M.R. Non !… il faut que tu files en combien de temps ?
JPV Il faut que je passe chez Broutta…
M.R. Mais il n’est pas tard ?
JPV Quelle heure est-il ?
Une voix féminine répond : « Il est trois heure moins vingt cinq ».
M.R. T’as un quart d’heure ?
JPV Ouais, un quart d’heure…Je vais trouver un taxi ?
M.R. Oui je t’appelle un taxi.
JPV J’ai encore mes valises à faire…et j’ai le train, tout à l’heure, à six heures et demie…
M.R. Ca va, ça va…Quelqu’un fait un café, vite ? Bon, quand tu parles de la perte de l’identité, à partir d’un crâne, ou…euh… à partir d’une femme à poil… C’est-à-dire que c’est la chose en soi qui est vue, qui est impersonnelle, qui est la chose réelle à faire. Ce n’est pas du tout une chose subjectivisée. Donc, par là…qu’est ce que tu veux dire ?
JPV Je veux dire que tout ce rejoint, non ? Que, un crâne, tiens, ce cube de sucre là, ou…Je veux dire que l’on peut voir à travers l’élément le plus banal en apparence, le plus banal selon nos vieilles traditions, qu’on peut voir le monde ! C’est-à-dire, une feuille morte, je ne sais pas, une bouteille, une louche, je ne sais pas, n’importe quoi…une allumette!
M.R Le réel, ce qui “est”: la forme, multiplier la forme…
JPV C’est exactement la même chose !
M.R. Peut être faut il préciser que la réalité est une, et qu’elle prend les plus innombrables apparences.
JPV Voilà ! Elle a des aspects multiples, comme ça… pour qui ne sait pas voir…
M.R. C’est ça la vision.
JPV Alors, moi je crois que c’est une chose extraordinaire, une chance extraordinaire le fait, si tu veux, d’avoir tout son temps—du matin au soir—à penser à ça ! Parce que normalement, tu vois les types dans le métro… Et bien ! C’est pas de ma faute… Ils n’ont pas le temps: ils sont coincés de partout, non ? Mais, je ne sais pas comment ça peut s’appeler —si c’est un état méditatif, permanent — je ne sais pas du tout comment ça peut s’appeler…
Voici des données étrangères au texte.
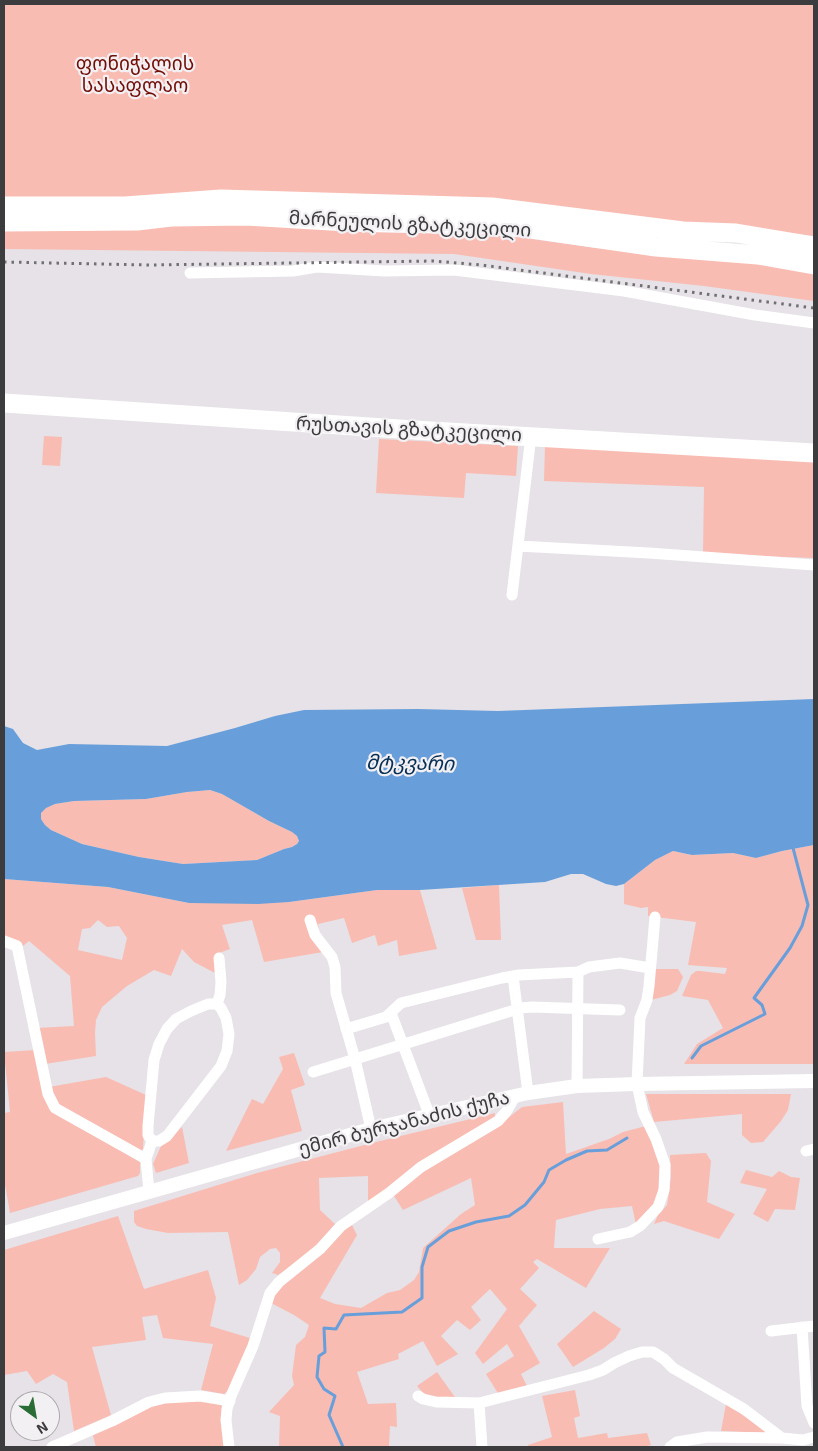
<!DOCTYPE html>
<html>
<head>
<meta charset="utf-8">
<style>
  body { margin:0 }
  #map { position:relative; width:818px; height:1451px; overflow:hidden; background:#e6e2e7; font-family:"Exo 2",sans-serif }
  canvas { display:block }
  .frame { position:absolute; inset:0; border:5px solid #3c3b3d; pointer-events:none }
  .north { position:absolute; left:10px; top:1391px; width:50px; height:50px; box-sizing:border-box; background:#f3f0f4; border:1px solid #aaa8ab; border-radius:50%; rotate:148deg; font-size:14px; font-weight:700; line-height:20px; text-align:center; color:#3c3b3d }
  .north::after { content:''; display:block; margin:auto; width:18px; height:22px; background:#2a6c36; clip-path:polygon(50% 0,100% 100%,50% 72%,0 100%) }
</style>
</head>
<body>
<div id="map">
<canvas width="818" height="1451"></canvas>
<div class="frame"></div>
<div class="north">N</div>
</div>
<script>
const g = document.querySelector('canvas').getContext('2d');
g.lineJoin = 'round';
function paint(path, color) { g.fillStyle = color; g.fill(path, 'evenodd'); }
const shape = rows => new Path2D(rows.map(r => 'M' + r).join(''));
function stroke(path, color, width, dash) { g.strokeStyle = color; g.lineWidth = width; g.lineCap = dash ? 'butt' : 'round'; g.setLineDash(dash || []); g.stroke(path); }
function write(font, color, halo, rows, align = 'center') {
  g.font = font + ' "Exo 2","Noto Sans Georgian",sans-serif'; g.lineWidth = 4.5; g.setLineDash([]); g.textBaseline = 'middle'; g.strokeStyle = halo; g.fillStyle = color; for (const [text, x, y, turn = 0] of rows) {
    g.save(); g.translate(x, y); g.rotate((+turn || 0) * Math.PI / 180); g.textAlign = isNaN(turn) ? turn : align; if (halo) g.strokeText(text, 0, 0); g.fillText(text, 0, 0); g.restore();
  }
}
const green = shape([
  [4,4,814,4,814,236,533,206,4,201],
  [231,223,368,232,496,234,596,248,748,263,814,272,814,301,704,286,591,274,454,254,4,249,4,228,106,230],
  [44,436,62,437,60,466,42,465],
  [379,439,518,446,516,476,466,473,464,498,376,493],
  [545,445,814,461,814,558,703,554,704,487,544,481],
  [210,790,222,794,269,821,292,832,297,836,299,841,297,844,292,847,284,849,257,860,183,864,139,857,82,844,51,830,45,825,41,819,41,813,45,808,55,804,74,801,146,799,187,792],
  [814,845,814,1064,684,1064,697,1044,723,1028,708,1000,682,996,691,975,696,971,701,971,725,974,727,968,688,965,696,922,648,916,648,907,641,908,624,904,624,884,655,860,673,851,692,855,733,853,756,858,782,851],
  [4,879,108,887,189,903,289,902,377,890,420,890,437,949,399,956,397,940,378,946,375,935,352,943,344,918,318,924,323,952,264,962,252,920,222,925,230,949,219,953,217,974,194,962,182,949,171,976,154,970,127,986,102,1007,96,1020,95,1033,96,1056,45,1064,36,1028,74,1026,70,976,29,941,23,946,4,938],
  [98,920,107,927,119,926,127,938,122,960,78,950,82,929,90,928],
  [499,885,501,940,476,940,462,888],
  [656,969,678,969,683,977,677,991,670,995,651,1000,654,971],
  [35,1050,46,1100,140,1162,140,1173,138,1176,10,1213,4,1179,4,1113,10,1112,4,1052],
  [294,1053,305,1085,291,1090,302,1131,226,1151,252,1099,263,1104,283,1069,279,1057],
  [106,1077,146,1095,143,1149,140,1152,58,1108,49,1087],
  [646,1094,791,1094,788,1110,781,1121,763,1142,751,1143,742,1135,742,1114,654,1122],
  [563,1102,566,1154,609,1139,623,1132,646,1126,663,1164,656,1205,636,1225,632,1206,600,1209,556,1220,554,1248,610,1248,586,1288,537,1259,533,1262,539,1268,520,1289,537,1305,519,1326,540,1363,521,1374,527,1386,499,1395,486,1374,514,1356,507,1344,483,1364,475,1353,507,1309,490,1289,471,1307,481,1320,470,1330,457,1320,441,1336,458,1354,437,1366,423,1341,398,1354,399,1359,357,1372,368,1404,396,1403,397,1427,390,1426,389,1446,405,1447,279,1447,280,1416,269,1412,294,1385,292,1376,296,1345,305,1337,309,1325,294,1315,269,1302,283,1284,351,1223,357,1235,320,1298,335,1304,361,1308,387,1293,400,1290,414,1280,419,1272,423,1248,461,1214,475,1205,471,1178,403,1210,394,1196,423,1169,504,1121,522,1107],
  [495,1113,495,1117,368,1203,368,1176,319,1178,320,1210,335,1224,311,1252,278,1275,272,1273,280,1262,280,1253,276,1248,270,1249,260,1257,256,1269,247,1280,239,1285,228,1232,168,1233,146,1229,137,1226,134,1222,134,1211,257,1173,372,1143],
  [182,1127,189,1163,156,1173,153,1164,161,1146],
  [706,1153,711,1161,707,1202,735,1214,719,1239,664,1221,654,1224,658,1215,667,1205,669,1193,671,1177,670,1155],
  [746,1170,772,1177,779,1171,791,1177,800,1178,795,1210,775,1209,768,1222,753,1214,767,1189,740,1183],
  [118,1216,144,1289,208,1270,216,1298,210,1326,250,1338,246,1351,229,1390,224,1394,201,1390,213,1344,163,1338,157,1315,142,1317,146,1340,92,1347,111,1415,74,1431,67,1382,53,1374,36,1384,27,1371,4,1375,4,1250],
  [594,1311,621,1329,615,1339,604,1348,573,1367,557,1344],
  [437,1372,457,1400,435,1398,424,1394,417,1386],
  [575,1390,580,1416,574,1418,578,1438,607,1433,608,1438,647,1433,651,1445,645,1447,529,1447,528,1445,552,1437,542,1396],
  [210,1401,219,1403,224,1408,225,1447,96,1447,92,1432,146,1406,168,1402],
  [726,1404,767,1431,767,1433,721,1431]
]);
const water = shape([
  [814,699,814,845,782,851,756,858,733,853,692,855,673,851,655,860,624,884,616,886,606,884,583,874,571,874,545,882,420,890,377,890,289,902,258,904,189,903,108,887,4,879,4,726,13,729,23,743,37,750,69,744,167,746,235,728,275,716,304,710,418,709,498,711],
  [210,790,222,794,269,821,292,832,297,836,299,841,297,844,292,847,284,849,257,860,183,864,139,857,82,844,51,830,45,825,41,819,41,813,46,808,55,804,74,801,146,799,187,792]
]);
const stream = shape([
  [692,1058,701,1046,765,1014,762,1005,754,998,790,948,802,926,808,905,793,848,794,844],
  [343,1447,329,1415,335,1396,324,1389,317,1377,319,1356,325,1352,324,1328,336,1329,344,1315,402,1312,422,1298,422,1267,428,1247,449,1231,476,1222,509,1216,525,1205,544,1182,549,1170,566,1160,587,1151,607,1150,627,1138]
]);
const minor = shape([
  [190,273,293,271,317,267,384,271,454,270,624,291,755,315,814,323],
  [518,546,649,553,814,565],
  [512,595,531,436],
  [310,920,315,935,332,957,335,967,336,993,355,1059,371,1129],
  [4,941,17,946,48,1094,55,1108,146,1159],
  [513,976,528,1093],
  [217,1004,220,995,221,982,219,958],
  [391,1013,429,1114],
  [346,1029,386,1017,401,1003,502,978,519,975,578,972,589,967,620,963,650,968],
  [313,1072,521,1008,532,1007,620,1010],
  [577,1086,578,972],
  [806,1151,814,1149],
  [149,1192,146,1159,152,1141,148,1135,148,1126,154,1060,159,1044,167,1029,176,1019,191,1011,208,1004,217,1004,221,1008,226,1018,229,1034,227,1051,221,1066,167,1136,159,1141,152,1141],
  [598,1239,630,1232,640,1226,658,1207,664,1190,665,1165,656,1139,643,1112,637,1084,640,1018,647,1000,649,986,655,917],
  [802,1327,807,1406,814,1423],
  [771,1331,814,1326],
  [418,1396,423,1399,436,1402,479,1403,589,1375,603,1370,614,1363,629,1356,642,1352,653,1352,664,1359,673,1368,744,1409,782,1438,803,1440,814,1437],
  [479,1403,482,1447],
  [52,1447,112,1421,149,1402,165,1398,200,1396,230,1401],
  [229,1447,226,1420,227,1409,231,1396,253,1346,270,1293,279,1282,320,1249,341,1226,389,1193,421,1167,498,1121,506,1112,516,1095],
  [670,1447,677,1442,707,1437,782,1438]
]);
const tertiary = shape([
  [4,1233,371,1129,528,1093,577,1086,637,1084,814,1081]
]);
const trunk = shape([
  [4,206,125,206,221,199,492,207,683,231,736,233,814,246],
  [4,222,137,221,171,217,246,216,348,222,484,225,525,228,656,247,758,255,814,265],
  [4,403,430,431,814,453]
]);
const rail = shape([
  [4,262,148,265,433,261,481,265,814,308]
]);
const parkNames = [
  ["ფონიჭალის",135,64],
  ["სასაფლაო",135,86]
];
const streetNames = [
  ["მარნეულის გზატკეცილი",410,224,3],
  ["რუსთავის გზატკეცილი",409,429,3],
  ["ემირ ბურჯანაძის ქუჩა",404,1123,-14]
];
const waterNames = [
  ["მტკვარი",410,763,1]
];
paint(green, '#f9bcb2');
paint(water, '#689fda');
stroke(stream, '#689fda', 3);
stroke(minor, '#fff', 11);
stroke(tertiary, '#fff', 14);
stroke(trunk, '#fff', 19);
stroke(rail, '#706f71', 3, [2.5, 5]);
write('19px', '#730e07', '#f3f0f4', parkNames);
write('19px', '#3c3b3d', '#f3f0f4', streetNames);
write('italic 20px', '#042e53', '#f3f0f4', waterNames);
</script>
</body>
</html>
Il y avait… Il y a le prêtre de Formello, un jour, qui me dit — je suis très ami avec lui, bon, même si je ne vais pas à la messe, et tout ça — il me dit : « Jean-Pierre est-ce que vous priez quelque fois? » Alors je lui ai dit : « Padre, ogni passo che faccio è una preghiera », et il me dit « ça c’est très beau »… et c’est pas du tout un type, tu vois… c’est plutôt un politicard, hein ? Bon… Mais je crois que c’est ça, je crois que chaque geste doit être fait avec une certaine harmonie, je veux dire, je parle d’harmonie pour moi-même, bien sûr, une espèce d’équilibre instable que tu récupères. Donc, c’est la même chose. Alors pourquoi cette espèce de désincarnation du sujet que tu dois peindre ou que tu dois dessiner ? Et bien, c’est parce que si tu perds vraiment l’identité du sujet que tu dois faire, alors tu arrives à la réalité, à la vraie réalité. Et non pas à l’apparence.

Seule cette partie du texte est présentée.